Saved entries:
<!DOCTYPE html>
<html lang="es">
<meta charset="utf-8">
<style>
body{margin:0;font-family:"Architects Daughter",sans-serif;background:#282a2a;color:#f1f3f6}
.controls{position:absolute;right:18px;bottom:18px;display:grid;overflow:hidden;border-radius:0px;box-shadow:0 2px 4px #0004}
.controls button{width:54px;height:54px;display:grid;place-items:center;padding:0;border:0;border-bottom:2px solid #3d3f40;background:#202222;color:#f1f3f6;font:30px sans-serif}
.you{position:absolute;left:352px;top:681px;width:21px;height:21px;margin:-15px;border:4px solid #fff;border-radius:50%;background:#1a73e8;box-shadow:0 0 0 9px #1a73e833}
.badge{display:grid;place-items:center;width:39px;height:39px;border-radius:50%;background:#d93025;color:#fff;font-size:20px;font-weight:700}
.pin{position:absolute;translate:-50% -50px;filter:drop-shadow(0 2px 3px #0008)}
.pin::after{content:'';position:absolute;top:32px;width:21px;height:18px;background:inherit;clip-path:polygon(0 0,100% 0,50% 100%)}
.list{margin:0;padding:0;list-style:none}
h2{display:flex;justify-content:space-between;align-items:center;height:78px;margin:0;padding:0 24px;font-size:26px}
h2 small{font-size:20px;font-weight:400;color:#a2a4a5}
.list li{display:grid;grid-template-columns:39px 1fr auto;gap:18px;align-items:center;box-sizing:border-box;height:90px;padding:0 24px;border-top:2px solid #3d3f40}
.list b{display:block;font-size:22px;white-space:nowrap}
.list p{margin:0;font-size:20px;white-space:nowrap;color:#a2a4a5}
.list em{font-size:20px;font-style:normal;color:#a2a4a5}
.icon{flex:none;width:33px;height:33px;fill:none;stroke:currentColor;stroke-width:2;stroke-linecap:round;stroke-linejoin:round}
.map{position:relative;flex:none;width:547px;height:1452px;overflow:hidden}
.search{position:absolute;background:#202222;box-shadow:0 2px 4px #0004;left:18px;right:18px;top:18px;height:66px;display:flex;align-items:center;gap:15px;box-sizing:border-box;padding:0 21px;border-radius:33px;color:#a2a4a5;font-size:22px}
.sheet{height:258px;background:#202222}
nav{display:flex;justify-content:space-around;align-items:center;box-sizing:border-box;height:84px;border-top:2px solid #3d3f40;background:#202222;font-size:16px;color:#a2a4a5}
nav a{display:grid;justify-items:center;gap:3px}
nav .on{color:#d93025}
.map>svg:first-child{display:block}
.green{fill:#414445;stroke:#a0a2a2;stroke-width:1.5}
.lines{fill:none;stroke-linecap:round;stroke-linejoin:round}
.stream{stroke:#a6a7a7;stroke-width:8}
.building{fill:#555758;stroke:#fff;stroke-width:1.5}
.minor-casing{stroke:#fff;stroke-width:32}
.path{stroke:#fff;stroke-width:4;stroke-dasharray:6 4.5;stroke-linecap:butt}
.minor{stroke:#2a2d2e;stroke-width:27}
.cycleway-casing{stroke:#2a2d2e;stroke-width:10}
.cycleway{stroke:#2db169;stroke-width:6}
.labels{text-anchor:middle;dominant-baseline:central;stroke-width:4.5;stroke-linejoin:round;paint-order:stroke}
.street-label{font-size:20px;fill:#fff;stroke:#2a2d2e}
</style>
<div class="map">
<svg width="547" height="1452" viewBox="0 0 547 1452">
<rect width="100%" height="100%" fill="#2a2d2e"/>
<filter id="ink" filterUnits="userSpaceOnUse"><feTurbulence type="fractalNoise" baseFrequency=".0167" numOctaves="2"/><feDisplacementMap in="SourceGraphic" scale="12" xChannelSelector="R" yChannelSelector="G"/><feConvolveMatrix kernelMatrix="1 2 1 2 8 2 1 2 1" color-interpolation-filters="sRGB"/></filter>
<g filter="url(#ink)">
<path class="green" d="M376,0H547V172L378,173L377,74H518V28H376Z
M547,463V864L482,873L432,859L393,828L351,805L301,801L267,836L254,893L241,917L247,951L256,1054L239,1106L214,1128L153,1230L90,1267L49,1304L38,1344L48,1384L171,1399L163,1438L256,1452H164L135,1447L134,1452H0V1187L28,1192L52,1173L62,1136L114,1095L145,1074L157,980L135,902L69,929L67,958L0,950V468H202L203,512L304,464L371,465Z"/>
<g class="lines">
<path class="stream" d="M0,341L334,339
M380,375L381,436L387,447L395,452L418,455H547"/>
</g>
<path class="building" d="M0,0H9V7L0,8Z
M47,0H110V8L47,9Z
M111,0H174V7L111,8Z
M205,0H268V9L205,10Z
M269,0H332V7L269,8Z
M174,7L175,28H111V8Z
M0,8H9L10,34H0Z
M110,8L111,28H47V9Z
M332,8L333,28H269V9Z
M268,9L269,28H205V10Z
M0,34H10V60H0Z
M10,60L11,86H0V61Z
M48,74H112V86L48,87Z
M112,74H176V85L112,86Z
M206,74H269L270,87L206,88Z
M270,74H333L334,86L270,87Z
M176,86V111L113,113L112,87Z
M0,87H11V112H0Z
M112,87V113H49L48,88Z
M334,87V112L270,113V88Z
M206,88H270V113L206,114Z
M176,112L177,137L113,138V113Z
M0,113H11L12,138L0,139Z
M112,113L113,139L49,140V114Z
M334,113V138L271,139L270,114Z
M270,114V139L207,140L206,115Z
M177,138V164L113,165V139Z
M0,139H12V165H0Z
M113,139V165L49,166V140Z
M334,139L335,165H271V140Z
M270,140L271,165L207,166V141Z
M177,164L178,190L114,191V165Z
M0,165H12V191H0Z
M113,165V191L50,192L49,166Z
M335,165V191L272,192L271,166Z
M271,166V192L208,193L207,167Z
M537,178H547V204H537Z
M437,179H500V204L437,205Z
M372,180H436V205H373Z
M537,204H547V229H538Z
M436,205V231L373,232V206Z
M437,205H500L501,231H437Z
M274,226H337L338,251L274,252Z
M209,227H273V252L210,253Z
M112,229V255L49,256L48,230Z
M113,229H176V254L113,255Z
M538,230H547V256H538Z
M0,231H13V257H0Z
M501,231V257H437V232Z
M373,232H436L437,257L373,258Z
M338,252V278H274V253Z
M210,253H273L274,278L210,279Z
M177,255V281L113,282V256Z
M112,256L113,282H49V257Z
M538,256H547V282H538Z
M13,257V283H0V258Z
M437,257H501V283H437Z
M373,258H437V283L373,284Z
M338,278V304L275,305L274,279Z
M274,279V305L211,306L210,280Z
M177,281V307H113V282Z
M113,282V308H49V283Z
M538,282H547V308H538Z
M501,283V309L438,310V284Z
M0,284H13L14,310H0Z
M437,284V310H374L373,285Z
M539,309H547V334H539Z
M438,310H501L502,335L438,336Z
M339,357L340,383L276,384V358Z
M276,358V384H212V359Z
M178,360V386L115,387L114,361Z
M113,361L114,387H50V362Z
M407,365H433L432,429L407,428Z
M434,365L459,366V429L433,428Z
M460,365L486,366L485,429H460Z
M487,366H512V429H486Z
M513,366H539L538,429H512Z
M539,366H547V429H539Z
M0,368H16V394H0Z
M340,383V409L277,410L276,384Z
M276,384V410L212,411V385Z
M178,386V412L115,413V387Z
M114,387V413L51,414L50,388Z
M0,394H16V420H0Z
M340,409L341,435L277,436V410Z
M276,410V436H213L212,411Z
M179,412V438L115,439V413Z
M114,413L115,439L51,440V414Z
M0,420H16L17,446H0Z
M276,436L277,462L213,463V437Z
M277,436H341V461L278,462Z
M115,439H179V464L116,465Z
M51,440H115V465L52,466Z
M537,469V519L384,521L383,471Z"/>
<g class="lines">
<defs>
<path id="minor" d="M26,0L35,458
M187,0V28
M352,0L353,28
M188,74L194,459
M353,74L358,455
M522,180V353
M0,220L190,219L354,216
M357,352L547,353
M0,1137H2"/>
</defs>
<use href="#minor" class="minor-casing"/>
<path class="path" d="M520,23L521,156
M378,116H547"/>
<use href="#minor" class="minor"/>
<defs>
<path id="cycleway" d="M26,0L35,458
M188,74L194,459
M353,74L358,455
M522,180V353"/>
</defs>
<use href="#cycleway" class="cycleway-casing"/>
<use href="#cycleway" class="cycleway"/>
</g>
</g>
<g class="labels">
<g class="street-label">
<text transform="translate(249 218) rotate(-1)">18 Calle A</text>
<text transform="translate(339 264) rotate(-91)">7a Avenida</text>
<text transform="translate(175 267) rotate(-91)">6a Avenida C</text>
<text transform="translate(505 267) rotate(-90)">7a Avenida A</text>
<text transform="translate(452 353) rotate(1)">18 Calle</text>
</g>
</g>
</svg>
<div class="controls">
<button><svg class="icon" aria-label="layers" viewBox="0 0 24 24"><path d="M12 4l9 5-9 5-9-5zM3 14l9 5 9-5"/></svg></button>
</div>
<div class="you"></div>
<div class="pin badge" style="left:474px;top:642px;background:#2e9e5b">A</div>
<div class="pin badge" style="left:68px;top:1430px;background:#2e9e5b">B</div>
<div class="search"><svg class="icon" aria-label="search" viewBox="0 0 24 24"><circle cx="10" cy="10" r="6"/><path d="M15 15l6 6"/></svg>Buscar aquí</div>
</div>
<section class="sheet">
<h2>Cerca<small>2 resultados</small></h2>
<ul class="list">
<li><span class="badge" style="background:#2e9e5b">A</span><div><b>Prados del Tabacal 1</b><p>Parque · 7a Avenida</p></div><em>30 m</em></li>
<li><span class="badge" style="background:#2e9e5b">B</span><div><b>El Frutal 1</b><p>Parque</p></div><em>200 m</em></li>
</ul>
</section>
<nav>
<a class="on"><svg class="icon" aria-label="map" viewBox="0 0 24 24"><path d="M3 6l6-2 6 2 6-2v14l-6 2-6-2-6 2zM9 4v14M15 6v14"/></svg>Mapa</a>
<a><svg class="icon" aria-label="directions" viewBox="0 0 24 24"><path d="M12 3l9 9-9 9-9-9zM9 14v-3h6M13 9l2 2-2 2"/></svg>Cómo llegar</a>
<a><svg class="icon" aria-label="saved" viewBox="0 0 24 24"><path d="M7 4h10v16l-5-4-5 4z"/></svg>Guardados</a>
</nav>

--

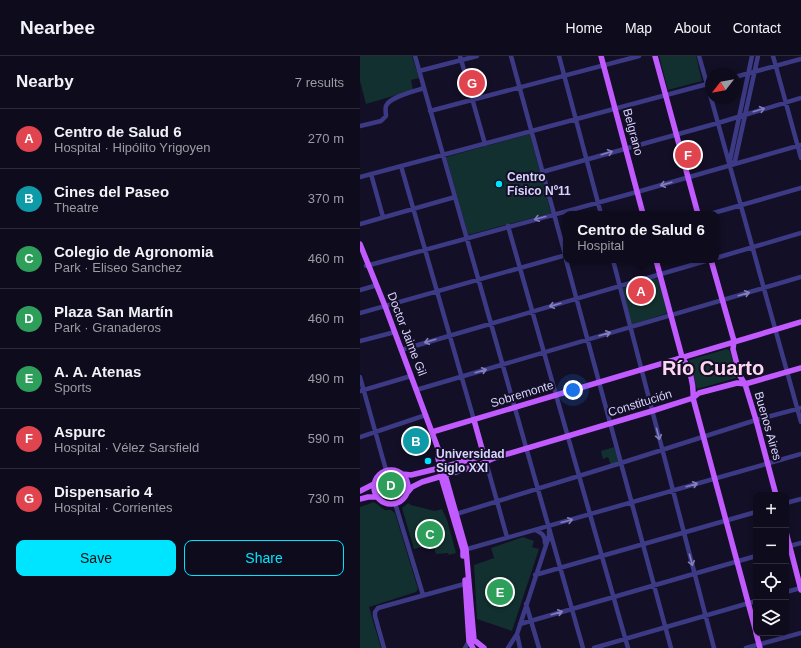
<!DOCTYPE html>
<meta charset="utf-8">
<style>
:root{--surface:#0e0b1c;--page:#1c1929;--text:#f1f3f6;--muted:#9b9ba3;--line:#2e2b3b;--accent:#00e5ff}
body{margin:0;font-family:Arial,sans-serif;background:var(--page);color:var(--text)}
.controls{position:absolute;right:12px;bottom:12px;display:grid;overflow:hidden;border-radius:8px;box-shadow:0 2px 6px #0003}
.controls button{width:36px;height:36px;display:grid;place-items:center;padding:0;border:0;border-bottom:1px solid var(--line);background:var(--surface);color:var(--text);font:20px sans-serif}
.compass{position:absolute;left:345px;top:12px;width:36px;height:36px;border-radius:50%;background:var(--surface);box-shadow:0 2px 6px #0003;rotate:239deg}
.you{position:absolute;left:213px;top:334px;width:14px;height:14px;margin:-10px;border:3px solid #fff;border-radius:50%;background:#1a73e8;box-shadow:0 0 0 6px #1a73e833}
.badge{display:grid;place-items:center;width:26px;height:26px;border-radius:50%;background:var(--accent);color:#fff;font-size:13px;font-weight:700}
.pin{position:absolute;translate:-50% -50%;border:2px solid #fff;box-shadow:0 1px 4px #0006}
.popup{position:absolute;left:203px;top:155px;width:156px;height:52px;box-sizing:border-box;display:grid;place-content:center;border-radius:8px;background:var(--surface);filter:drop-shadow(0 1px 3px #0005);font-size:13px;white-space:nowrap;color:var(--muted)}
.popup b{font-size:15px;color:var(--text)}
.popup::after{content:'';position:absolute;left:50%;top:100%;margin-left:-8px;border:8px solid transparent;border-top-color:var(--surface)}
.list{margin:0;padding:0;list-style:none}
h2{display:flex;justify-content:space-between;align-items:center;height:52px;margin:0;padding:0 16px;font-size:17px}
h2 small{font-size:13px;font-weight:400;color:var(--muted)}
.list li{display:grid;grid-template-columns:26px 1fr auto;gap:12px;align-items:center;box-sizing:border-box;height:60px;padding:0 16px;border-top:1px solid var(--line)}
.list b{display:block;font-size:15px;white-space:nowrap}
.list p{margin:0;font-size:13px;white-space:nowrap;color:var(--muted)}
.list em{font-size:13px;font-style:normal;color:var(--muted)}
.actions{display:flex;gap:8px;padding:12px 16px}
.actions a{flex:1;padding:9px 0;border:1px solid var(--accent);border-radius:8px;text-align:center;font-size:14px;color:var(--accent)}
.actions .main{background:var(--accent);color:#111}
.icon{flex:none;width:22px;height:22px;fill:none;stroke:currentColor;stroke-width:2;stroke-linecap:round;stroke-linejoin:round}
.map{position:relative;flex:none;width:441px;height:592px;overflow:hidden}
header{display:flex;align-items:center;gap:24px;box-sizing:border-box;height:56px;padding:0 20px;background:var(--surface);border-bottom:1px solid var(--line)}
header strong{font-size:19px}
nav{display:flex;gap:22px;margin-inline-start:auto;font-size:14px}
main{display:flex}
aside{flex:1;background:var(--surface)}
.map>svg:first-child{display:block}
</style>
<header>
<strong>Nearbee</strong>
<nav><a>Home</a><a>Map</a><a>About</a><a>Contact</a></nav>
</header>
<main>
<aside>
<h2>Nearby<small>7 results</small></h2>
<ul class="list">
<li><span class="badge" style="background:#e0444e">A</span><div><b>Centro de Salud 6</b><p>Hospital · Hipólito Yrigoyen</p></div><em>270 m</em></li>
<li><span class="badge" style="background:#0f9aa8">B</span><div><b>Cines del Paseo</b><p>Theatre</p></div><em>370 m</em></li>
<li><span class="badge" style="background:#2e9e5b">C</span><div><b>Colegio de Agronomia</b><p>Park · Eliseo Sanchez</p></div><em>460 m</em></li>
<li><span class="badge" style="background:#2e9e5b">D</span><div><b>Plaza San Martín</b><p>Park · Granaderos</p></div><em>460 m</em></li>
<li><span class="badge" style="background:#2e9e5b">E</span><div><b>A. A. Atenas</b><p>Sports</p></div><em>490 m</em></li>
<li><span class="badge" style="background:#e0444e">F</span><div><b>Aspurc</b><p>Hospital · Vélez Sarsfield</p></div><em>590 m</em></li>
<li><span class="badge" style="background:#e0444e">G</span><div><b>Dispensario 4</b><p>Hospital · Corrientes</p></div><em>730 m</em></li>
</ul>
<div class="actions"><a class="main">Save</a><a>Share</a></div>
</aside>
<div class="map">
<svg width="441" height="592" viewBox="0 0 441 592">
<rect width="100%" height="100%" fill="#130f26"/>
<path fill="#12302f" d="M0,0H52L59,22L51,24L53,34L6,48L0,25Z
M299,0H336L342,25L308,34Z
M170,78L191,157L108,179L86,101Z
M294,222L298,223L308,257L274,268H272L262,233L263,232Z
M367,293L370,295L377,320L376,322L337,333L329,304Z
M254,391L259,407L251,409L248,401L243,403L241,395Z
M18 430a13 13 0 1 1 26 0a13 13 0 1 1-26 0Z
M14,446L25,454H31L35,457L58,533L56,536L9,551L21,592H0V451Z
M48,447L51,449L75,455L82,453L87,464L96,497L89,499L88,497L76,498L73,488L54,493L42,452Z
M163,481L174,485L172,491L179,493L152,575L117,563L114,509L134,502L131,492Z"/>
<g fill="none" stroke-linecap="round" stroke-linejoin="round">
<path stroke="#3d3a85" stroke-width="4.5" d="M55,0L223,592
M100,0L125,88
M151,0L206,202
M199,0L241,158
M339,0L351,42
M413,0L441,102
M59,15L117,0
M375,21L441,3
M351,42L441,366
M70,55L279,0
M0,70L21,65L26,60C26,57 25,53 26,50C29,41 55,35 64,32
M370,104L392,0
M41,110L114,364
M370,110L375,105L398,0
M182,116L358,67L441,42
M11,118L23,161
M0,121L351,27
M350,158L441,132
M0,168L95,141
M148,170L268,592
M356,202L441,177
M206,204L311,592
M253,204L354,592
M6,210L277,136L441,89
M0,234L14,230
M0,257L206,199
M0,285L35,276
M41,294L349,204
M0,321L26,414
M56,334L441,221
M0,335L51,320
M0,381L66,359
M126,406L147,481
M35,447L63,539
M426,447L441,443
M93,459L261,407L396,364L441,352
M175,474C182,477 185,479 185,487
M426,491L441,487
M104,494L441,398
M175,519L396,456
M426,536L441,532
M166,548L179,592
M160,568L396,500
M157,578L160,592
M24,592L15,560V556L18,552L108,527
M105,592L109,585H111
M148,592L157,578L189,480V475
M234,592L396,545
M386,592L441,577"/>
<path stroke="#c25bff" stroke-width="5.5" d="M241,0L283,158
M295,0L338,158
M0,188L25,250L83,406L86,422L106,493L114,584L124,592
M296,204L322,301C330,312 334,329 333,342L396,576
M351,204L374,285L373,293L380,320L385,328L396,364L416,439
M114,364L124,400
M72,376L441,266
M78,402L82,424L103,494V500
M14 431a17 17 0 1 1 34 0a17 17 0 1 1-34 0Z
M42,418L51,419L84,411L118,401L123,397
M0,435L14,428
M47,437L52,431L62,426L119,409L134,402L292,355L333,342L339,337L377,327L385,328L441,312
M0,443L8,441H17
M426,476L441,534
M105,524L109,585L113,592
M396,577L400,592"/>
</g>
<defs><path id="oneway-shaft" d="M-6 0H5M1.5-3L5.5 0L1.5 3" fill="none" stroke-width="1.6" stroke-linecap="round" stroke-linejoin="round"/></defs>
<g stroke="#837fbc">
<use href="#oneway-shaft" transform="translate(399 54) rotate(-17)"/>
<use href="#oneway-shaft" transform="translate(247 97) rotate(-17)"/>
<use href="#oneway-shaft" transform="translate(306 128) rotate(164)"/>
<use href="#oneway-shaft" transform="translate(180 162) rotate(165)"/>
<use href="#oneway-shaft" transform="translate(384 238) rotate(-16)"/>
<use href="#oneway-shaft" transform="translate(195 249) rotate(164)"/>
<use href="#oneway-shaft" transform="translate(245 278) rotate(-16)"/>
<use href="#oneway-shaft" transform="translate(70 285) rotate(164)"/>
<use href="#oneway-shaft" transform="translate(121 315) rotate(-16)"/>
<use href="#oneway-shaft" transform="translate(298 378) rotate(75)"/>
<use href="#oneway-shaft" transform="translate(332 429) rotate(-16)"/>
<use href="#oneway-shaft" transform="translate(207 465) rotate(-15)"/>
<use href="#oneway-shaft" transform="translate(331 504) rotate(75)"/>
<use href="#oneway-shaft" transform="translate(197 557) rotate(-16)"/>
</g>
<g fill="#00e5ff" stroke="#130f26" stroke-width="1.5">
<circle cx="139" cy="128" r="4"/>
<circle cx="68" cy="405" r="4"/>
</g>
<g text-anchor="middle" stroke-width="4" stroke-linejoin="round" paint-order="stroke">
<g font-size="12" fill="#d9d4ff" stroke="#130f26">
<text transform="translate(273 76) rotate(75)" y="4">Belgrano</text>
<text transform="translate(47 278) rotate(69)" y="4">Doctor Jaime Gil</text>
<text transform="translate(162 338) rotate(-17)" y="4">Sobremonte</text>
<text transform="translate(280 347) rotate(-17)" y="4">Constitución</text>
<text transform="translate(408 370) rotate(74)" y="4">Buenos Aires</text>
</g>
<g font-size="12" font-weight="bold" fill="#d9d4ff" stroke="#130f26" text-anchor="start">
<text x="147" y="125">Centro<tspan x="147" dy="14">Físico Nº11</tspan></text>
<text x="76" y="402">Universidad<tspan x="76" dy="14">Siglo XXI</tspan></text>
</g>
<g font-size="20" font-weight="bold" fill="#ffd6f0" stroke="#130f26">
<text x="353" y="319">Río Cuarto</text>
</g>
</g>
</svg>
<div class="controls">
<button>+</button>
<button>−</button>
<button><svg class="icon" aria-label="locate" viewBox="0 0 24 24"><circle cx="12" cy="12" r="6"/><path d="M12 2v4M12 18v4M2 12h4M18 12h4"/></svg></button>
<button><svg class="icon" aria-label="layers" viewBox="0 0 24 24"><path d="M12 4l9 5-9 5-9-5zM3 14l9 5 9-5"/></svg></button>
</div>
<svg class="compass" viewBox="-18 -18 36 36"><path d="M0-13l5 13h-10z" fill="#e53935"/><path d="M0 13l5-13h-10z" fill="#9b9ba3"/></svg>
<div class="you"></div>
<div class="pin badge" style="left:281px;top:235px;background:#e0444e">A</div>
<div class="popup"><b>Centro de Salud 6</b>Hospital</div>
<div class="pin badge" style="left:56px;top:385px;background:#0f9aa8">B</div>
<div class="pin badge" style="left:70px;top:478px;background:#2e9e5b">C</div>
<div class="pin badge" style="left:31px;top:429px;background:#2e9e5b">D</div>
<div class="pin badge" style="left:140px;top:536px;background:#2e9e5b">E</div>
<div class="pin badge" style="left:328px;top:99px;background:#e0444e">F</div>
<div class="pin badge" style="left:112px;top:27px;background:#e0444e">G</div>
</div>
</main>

▶ [EXERCISE OBJECTIVE] Wherever "header" occurs in the records above, copy the line it sits in.

▶ [WRITTEN SOLUTION]
header{display:flex;align-items:center;gap:24px;box-sizing:border-box;height:56px;padding:0 20px;background:var(--surface);border-bottom:1px solid var(--line)}
header strong{font-size:19px}
<header>
</header>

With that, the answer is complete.